Every project has a minimum team that is necessary to make it come together. To write a book, you need an author, an editor, an illustrator, and a publisher.

To build a home you need a contractor, roofers and framers, finish crew, and floor installers, painters and various other members to build the home before you can move in. To produce a short film, you need various crew members too! But what crew do you need for a short film?

Particularly, short film crew members require the following roles to be filled:

  • Assistant Director
  • Director of Photography
  • 1st Assistant Camera
  • Gaffer
  • Grip
  • Sound Recordist
  • Production Assistant

While you may forego some of these crew members, this is a rather bare-bones list of the most important film crew members that you should consider hiring if you’re planning on creating a short film. 

Here’s what each of them is responsible for.


The assistant director is the individual that works out the administrative tasks associated with the production of your short film. If you were to produce a more distinct or longer film, you may need more than just the Assistant Director.

You would possible need 1st AD, 2nd AD, and a 3rd Ad or Trainee. However, for a short film, you should be able to accomplish what you need with just the one assistant director on staff.

The AD will handle communication between staff and crew as well as between crew and outside organizations, to ensure all problems or concerns are addressed. An assistant director ensures your short film remains on task, on schedule, and on budget.


Virtually every film requires a Director of Photography. This is a film crew role that really just cannot be foregone. You need the DP to help you capture the creative vision and style of your short film.

The DP is also responsible for determining how to frame shots and where to position your actors in order to produce the best footage. 

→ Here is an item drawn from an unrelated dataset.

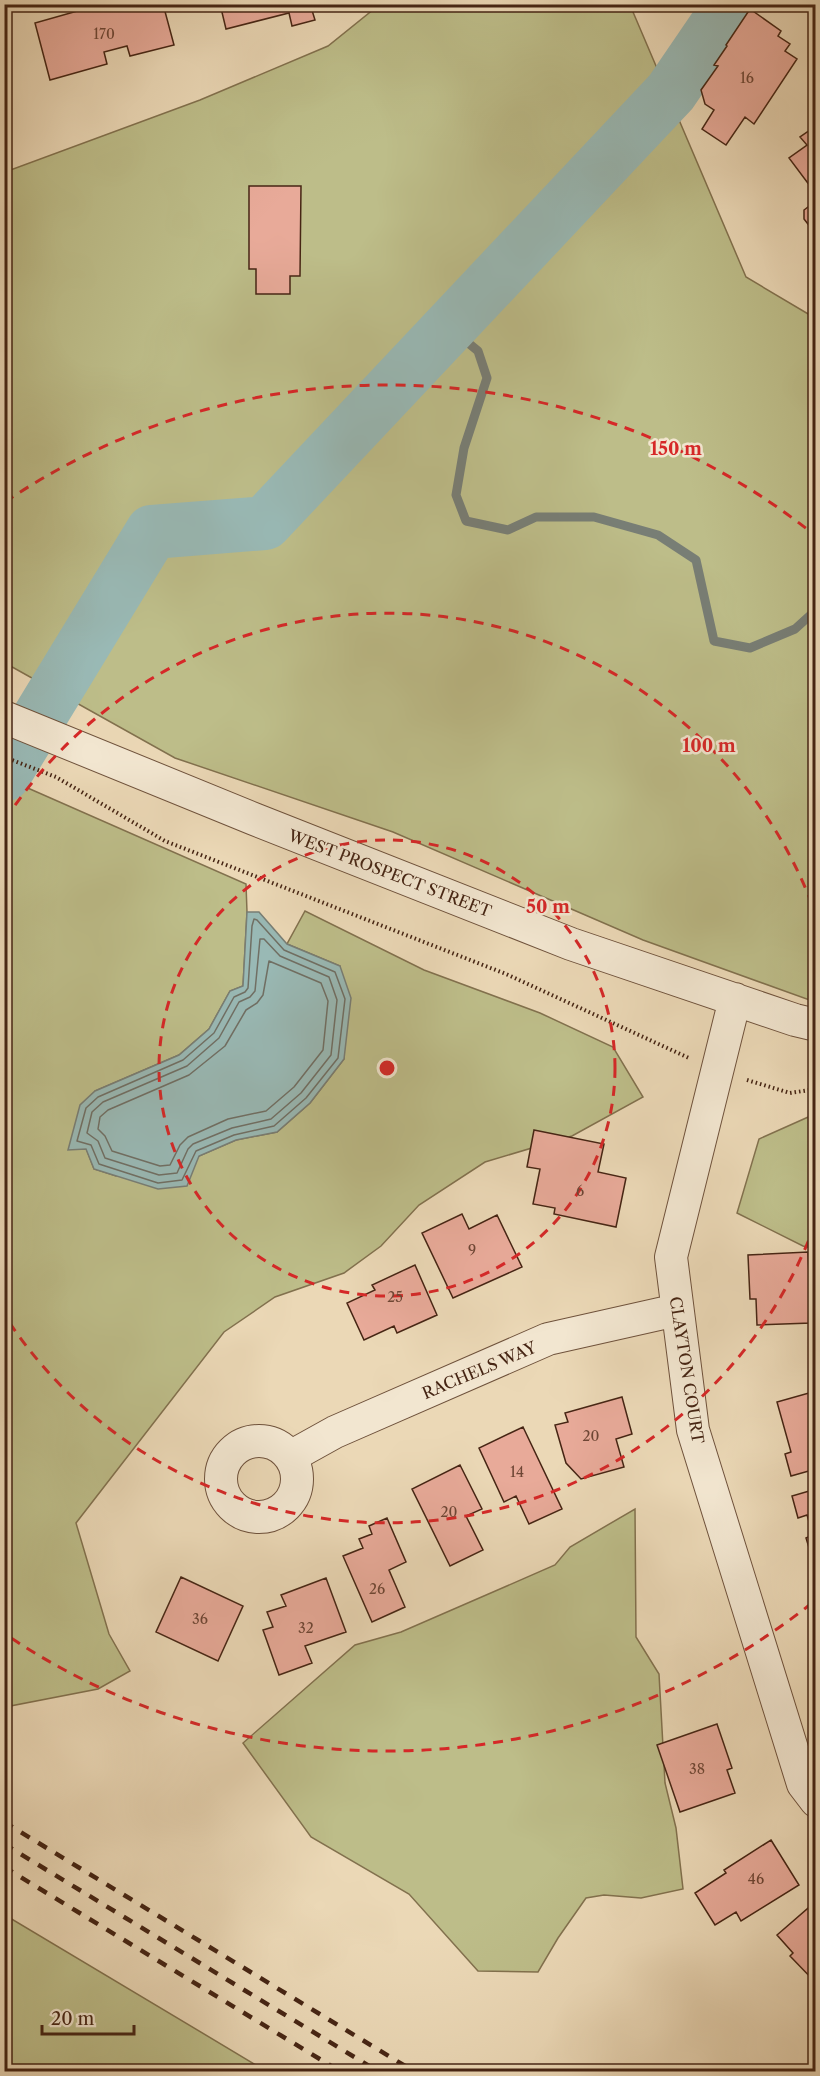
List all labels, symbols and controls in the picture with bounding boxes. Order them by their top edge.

On very small-scale short films, where very few crew members are budgeted in, the director of photography may double as the first camera or Camera Operator. It’s ok to have a DP act as a camera, but it’s certainly not advisable to forego a DP all together — just don’t!


The 1st Assistant Camera operator is responsible for that — operating the camera. For your short film, you can probably get away with just one camera operator but if you can have more than one you’ll save time in shooting.

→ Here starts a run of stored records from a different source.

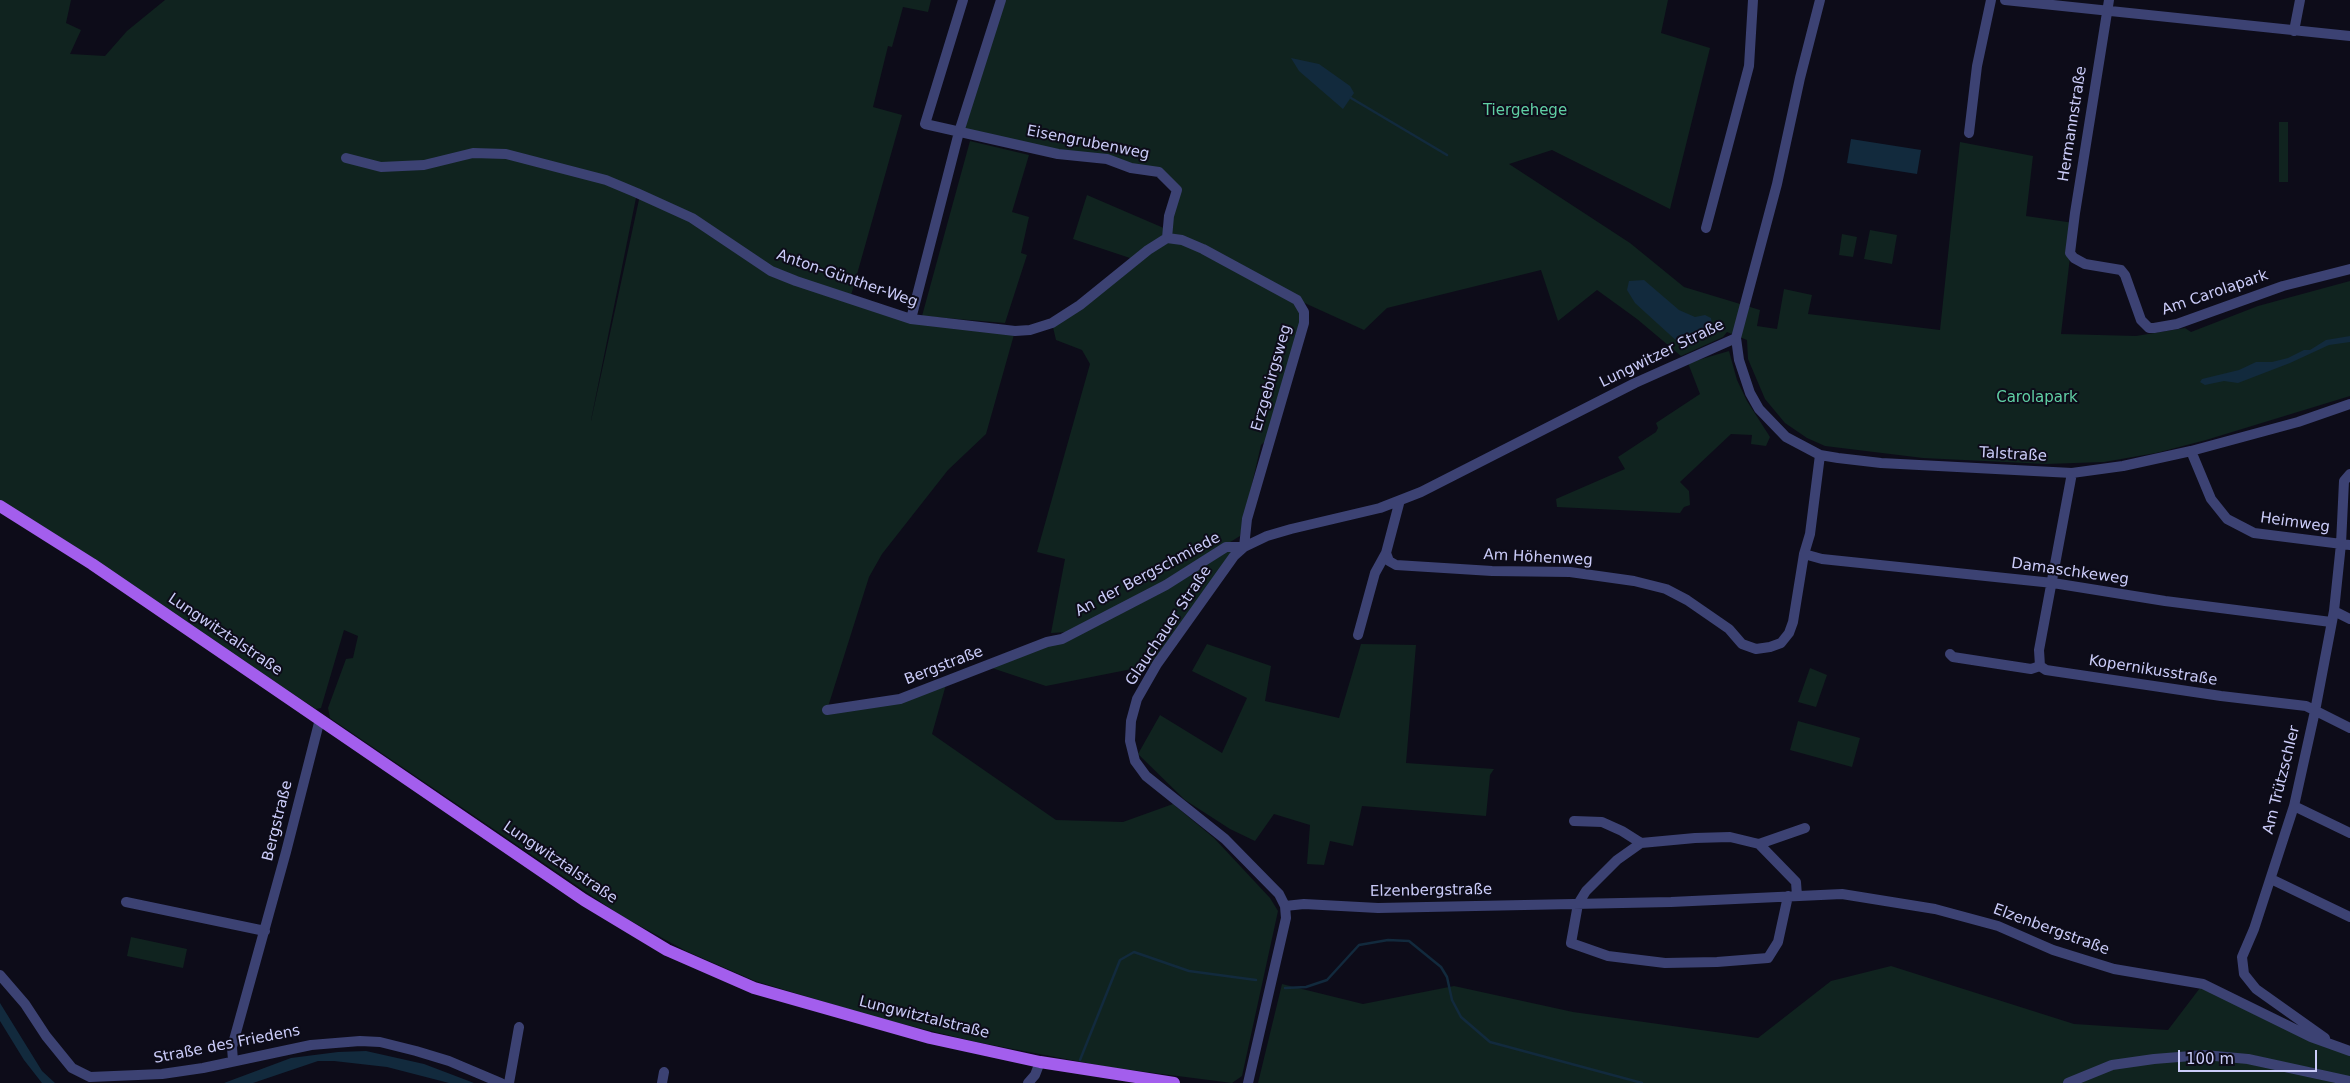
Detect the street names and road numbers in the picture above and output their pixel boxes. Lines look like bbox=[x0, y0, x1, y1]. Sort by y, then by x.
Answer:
street label: Hermannstraße bbox=[2055, 65, 2091, 183]
street label: Eisengrubenweg bbox=[1025, 122, 1151, 164]
street label: Anton-Günther-Weg bbox=[774, 246, 920, 312]
street label: Am Carolapark bbox=[2159, 266, 2271, 320]
street label: Lungwitzer Straße bbox=[1597, 316, 1727, 392]
street label: Erzgebirgsweg bbox=[1248, 323, 1296, 433]
street label: Talstraße bbox=[1979, 444, 2047, 466]
street label: Heimweg bbox=[2259, 509, 2331, 537]
street label: An der Bergschmiede bbox=[1072, 529, 1224, 621]
street label: Am Höhenweg bbox=[1483, 546, 1593, 570]
street label: Damaschkeweg bbox=[2010, 555, 2130, 589]
street label: Glauchauer Straße bbox=[1122, 563, 1216, 689]
street label: Lungwitztalstraße bbox=[165, 590, 285, 680]
street label: Bergstraße bbox=[902, 643, 986, 689]
street label: Kopernikusstraße bbox=[2087, 652, 2219, 690]
street label: Am Trützschler bbox=[2260, 724, 2304, 836]
street label: Bergstraße bbox=[259, 779, 297, 863]
street label: Lungwitztalstraße bbox=[500, 818, 620, 908]
street label: Elzenbergstraße bbox=[1370, 881, 1492, 901]
street label: Elzenbergstraße bbox=[1991, 901, 2111, 959]
street label: Lungwitztalstraße bbox=[857, 993, 991, 1043]
street label: Straße des Friedens bbox=[152, 1022, 302, 1068]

1st camera will pull focus by setting marks and ensuring the image is just right. This is one of various film crew roles that is extremely technical in nature and hard to reproduce by someone else.

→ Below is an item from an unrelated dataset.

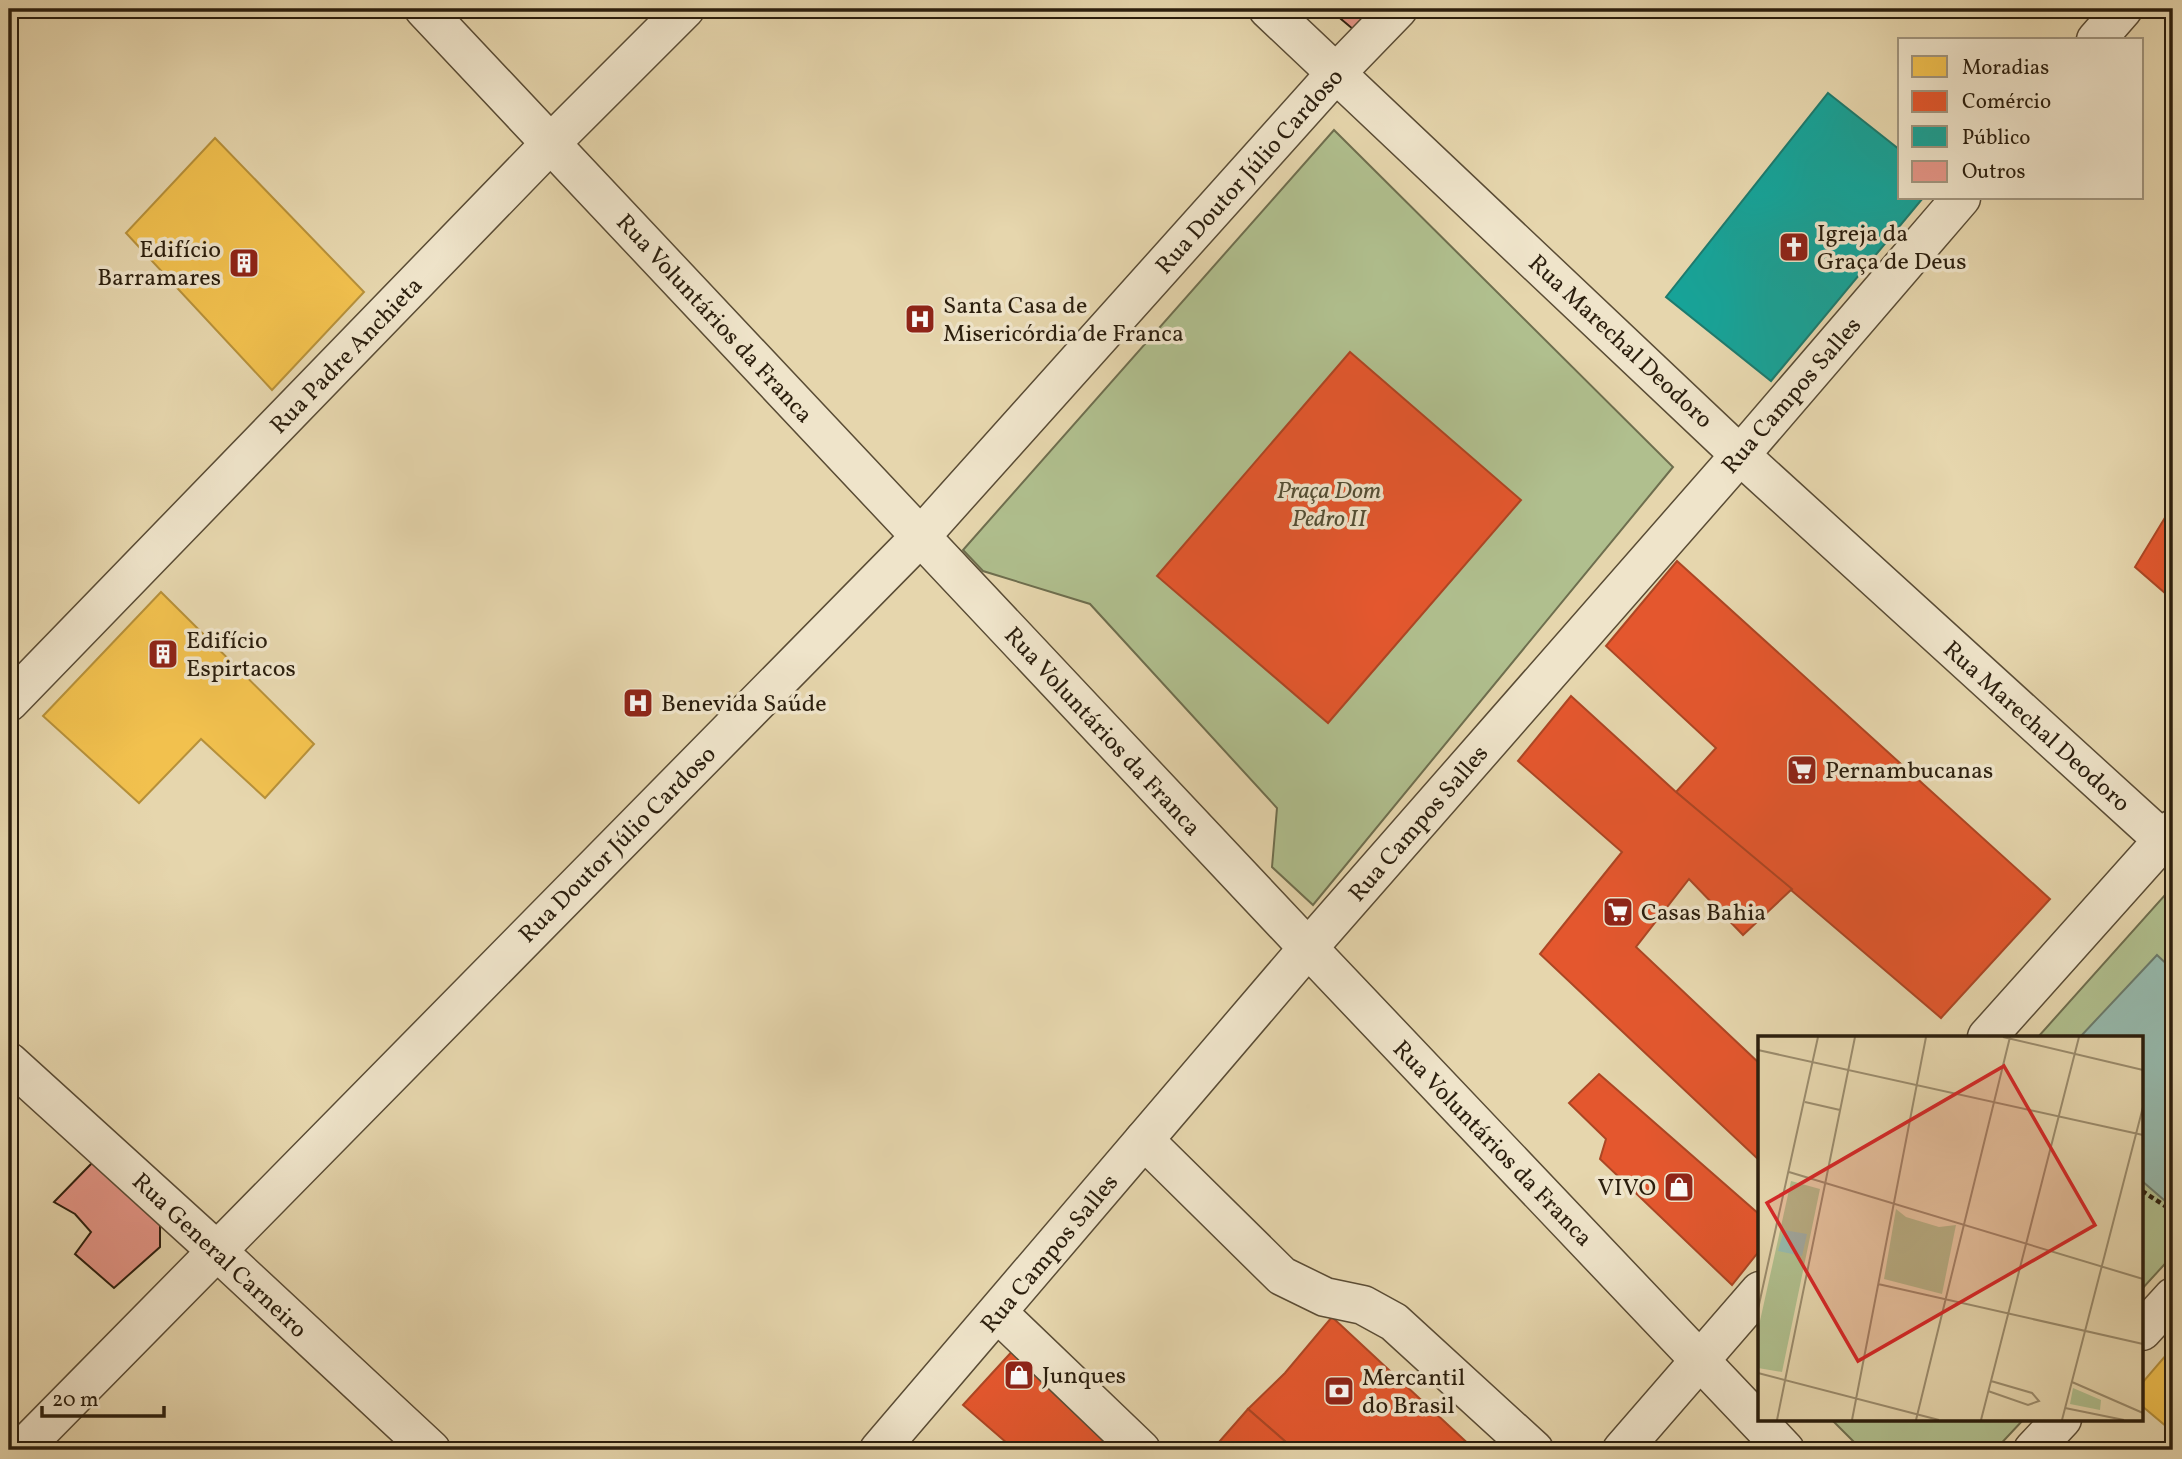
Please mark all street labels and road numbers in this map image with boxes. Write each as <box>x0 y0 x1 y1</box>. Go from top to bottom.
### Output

If you’re looking for a true cinematic view, you will certainly want to budget in for a 1st assistant camera member to be on your crew.


Responsible for lighting, the gaffer is another crew member you should consider for a short film. While the DP can coordinate the lighting, having a gaffer that can setup lighting and ensure it is appropriate powered for safety of the crew is a must.

Gaffers determine the best lighting, filters, and associated equipment for use to deliver the style requested by the DP to produce the scene. This is a very nice addition to any short film crew list.


Do you want to do all the heavy lifting yourself? Probably not! That’s why you hire a grip! The Grip literally performs that hard work so that other members of the short film crew can take it easy (or at least stay in their lane and do their work!). 

Grips are the muscle of the short film crew, responsible for assembly of lighting, sound, and stage gear. They use various equipment and their own strength to move film crew equipment and gear around as needed. This includes shifting tripods, dollies, and other important gear from one location to the next.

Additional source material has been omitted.